(Saved entries)
Content starts

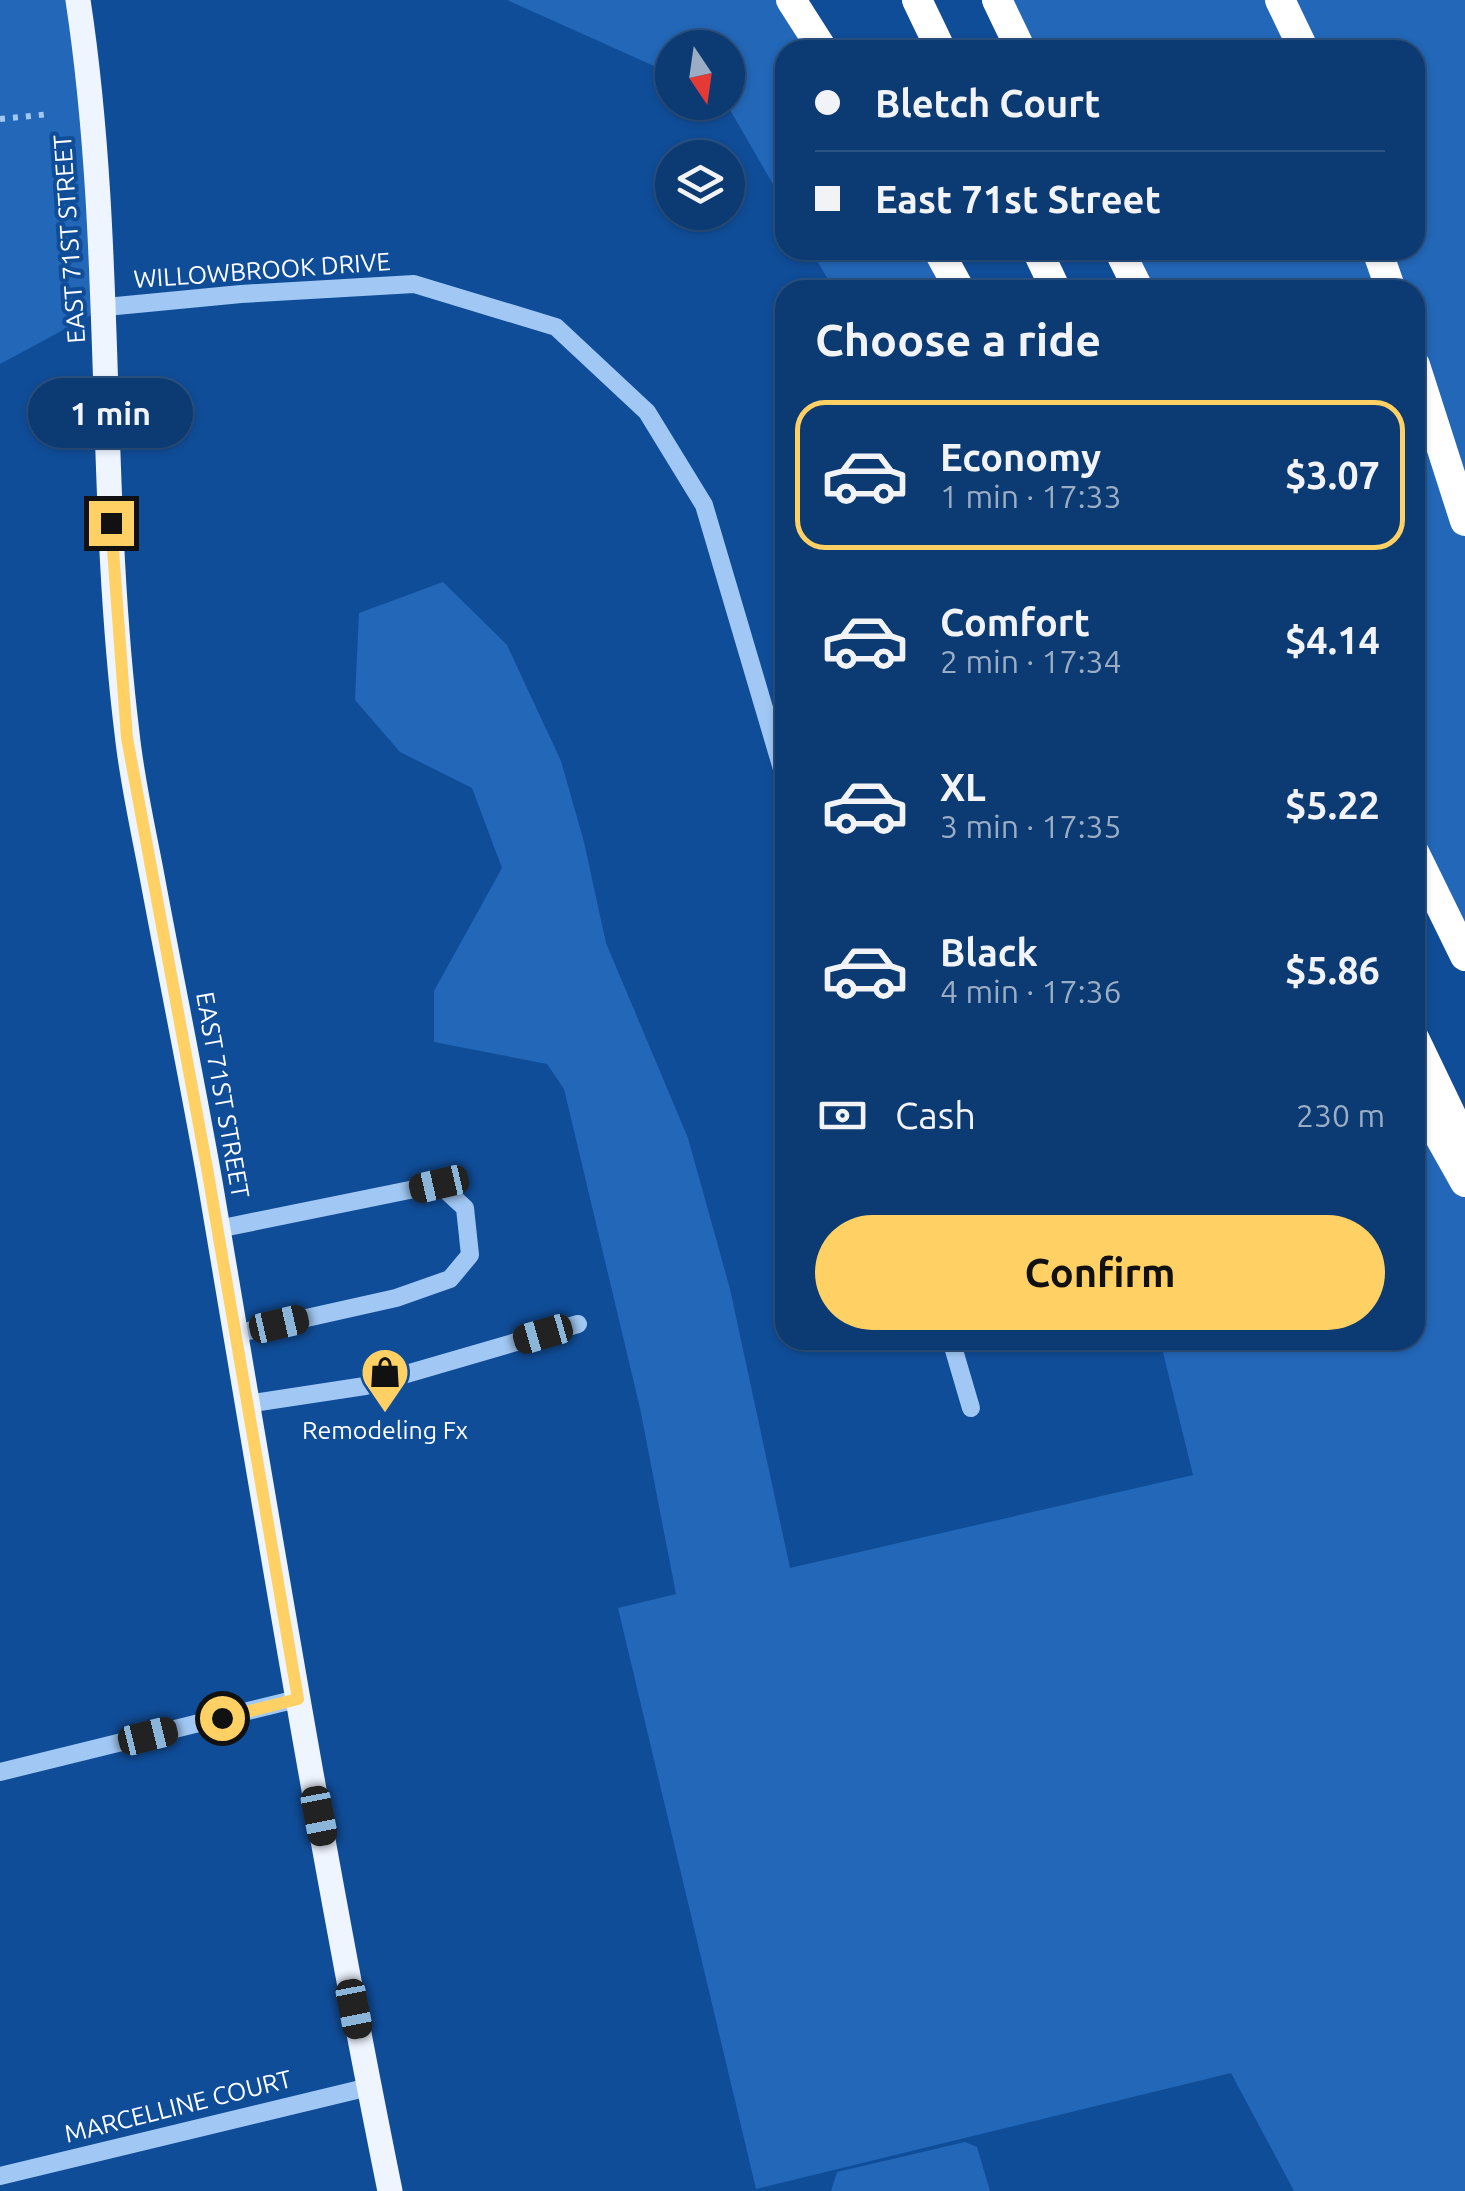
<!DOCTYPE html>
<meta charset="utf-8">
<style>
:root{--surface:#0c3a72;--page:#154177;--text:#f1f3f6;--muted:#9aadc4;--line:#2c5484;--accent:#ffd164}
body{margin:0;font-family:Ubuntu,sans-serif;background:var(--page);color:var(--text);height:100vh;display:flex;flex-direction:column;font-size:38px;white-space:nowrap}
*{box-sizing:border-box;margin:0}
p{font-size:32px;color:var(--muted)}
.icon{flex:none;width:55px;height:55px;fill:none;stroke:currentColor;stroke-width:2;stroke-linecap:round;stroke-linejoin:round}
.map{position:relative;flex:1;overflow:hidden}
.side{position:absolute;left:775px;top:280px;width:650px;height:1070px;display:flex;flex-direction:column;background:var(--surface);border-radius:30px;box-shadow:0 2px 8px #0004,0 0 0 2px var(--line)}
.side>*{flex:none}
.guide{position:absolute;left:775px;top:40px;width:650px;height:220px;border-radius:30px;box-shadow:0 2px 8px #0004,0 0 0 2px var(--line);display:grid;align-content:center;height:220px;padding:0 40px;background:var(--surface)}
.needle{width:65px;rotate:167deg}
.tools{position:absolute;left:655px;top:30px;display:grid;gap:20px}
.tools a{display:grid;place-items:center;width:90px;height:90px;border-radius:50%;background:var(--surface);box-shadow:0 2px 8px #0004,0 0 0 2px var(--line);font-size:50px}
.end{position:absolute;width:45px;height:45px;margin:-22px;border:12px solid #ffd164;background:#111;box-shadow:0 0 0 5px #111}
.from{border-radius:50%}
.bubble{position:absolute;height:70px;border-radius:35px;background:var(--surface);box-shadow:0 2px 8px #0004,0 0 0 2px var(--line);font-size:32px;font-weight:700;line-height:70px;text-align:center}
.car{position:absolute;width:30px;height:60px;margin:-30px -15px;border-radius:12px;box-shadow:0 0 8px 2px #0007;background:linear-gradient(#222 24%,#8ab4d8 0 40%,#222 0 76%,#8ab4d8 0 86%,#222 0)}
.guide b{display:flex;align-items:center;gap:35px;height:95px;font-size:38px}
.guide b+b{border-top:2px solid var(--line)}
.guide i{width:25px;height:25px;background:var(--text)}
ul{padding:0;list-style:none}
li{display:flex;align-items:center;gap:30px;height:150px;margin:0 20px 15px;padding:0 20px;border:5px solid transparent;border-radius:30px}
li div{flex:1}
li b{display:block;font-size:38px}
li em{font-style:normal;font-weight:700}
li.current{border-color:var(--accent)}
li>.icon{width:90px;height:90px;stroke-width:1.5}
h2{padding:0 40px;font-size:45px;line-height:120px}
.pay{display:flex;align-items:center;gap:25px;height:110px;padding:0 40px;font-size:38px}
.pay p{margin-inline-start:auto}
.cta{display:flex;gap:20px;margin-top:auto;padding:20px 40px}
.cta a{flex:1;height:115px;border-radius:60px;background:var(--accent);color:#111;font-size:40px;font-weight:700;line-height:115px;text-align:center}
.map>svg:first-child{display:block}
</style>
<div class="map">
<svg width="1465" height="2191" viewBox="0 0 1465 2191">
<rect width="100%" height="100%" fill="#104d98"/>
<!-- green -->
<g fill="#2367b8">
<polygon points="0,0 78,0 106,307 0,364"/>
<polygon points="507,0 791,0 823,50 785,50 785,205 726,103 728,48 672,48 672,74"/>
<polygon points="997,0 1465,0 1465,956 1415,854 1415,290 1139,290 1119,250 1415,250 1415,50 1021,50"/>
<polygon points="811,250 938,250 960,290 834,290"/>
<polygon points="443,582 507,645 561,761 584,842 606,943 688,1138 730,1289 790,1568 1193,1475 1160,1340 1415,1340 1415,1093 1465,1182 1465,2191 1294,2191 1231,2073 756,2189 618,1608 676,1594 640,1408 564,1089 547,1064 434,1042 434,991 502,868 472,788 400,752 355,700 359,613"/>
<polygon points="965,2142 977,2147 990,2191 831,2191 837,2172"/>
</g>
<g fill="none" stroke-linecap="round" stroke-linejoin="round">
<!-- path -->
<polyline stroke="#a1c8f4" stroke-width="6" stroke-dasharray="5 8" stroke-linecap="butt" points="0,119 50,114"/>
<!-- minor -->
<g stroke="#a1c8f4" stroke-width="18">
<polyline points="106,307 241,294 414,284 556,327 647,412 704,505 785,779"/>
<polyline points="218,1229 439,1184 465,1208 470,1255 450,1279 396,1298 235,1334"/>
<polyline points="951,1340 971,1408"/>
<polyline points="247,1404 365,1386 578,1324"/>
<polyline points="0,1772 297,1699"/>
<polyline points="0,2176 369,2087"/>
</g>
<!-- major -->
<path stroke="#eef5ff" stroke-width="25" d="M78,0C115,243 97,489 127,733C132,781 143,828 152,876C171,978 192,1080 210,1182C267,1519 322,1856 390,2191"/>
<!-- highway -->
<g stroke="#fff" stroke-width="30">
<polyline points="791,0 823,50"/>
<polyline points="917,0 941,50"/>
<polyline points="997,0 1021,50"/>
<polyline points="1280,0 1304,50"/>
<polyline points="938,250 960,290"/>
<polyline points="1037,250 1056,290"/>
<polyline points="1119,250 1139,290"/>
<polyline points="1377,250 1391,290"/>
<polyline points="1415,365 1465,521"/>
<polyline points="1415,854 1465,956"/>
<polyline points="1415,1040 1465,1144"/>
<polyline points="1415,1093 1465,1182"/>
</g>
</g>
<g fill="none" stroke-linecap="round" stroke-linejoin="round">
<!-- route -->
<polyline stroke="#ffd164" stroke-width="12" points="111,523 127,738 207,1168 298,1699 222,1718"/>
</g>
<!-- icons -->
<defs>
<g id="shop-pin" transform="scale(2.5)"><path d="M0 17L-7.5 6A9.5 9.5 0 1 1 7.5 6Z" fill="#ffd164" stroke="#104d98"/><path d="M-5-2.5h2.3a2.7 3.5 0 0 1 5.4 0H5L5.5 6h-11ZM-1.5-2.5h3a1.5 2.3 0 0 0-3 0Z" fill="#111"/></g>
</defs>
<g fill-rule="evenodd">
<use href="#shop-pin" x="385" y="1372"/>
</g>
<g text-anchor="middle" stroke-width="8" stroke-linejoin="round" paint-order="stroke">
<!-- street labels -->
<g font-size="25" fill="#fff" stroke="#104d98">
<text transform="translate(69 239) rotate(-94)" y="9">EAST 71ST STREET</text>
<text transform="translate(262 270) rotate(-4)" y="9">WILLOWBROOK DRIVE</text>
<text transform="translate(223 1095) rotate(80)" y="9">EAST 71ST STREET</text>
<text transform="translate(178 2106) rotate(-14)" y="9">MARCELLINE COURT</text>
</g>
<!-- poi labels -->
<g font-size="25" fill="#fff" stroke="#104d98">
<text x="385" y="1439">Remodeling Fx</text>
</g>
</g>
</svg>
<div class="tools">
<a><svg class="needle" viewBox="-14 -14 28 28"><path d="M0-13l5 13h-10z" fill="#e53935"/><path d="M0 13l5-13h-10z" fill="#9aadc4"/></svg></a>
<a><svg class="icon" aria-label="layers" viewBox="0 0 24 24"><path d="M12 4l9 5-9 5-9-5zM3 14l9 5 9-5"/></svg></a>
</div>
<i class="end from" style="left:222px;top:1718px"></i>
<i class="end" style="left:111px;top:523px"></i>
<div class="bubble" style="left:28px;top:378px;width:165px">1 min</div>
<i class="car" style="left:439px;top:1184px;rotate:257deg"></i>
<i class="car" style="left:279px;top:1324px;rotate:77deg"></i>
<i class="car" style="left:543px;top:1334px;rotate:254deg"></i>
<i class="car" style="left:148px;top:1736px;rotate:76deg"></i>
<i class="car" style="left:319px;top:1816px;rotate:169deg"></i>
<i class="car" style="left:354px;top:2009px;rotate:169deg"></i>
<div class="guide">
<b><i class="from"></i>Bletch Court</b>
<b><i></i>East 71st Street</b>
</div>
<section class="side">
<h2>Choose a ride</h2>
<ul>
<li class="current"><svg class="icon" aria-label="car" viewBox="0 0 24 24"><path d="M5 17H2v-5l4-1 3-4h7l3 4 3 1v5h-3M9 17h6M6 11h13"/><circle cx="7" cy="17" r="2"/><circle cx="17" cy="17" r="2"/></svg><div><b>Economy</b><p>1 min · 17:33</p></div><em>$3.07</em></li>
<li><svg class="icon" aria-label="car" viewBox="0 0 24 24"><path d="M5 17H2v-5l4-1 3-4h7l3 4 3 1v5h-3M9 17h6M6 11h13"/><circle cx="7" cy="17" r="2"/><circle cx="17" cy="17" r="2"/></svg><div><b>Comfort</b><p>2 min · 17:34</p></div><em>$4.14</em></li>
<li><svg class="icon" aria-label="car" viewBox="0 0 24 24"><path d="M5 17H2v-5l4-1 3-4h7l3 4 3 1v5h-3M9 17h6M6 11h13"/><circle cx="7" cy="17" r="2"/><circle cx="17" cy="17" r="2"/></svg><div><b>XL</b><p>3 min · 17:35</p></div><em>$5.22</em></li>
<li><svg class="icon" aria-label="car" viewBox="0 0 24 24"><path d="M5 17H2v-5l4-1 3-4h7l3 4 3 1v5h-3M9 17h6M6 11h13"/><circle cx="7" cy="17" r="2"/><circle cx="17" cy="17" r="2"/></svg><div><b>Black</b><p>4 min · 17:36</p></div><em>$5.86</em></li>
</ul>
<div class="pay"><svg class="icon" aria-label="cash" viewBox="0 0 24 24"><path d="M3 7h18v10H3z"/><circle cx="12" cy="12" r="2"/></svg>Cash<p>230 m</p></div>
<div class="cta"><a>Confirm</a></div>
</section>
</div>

Content ends

WHAT IS BEING ASKED — Reading through the preceding records, tally each line that holds the word "muted" and give the tally by itself.

EXPECTED OUTPUT — 2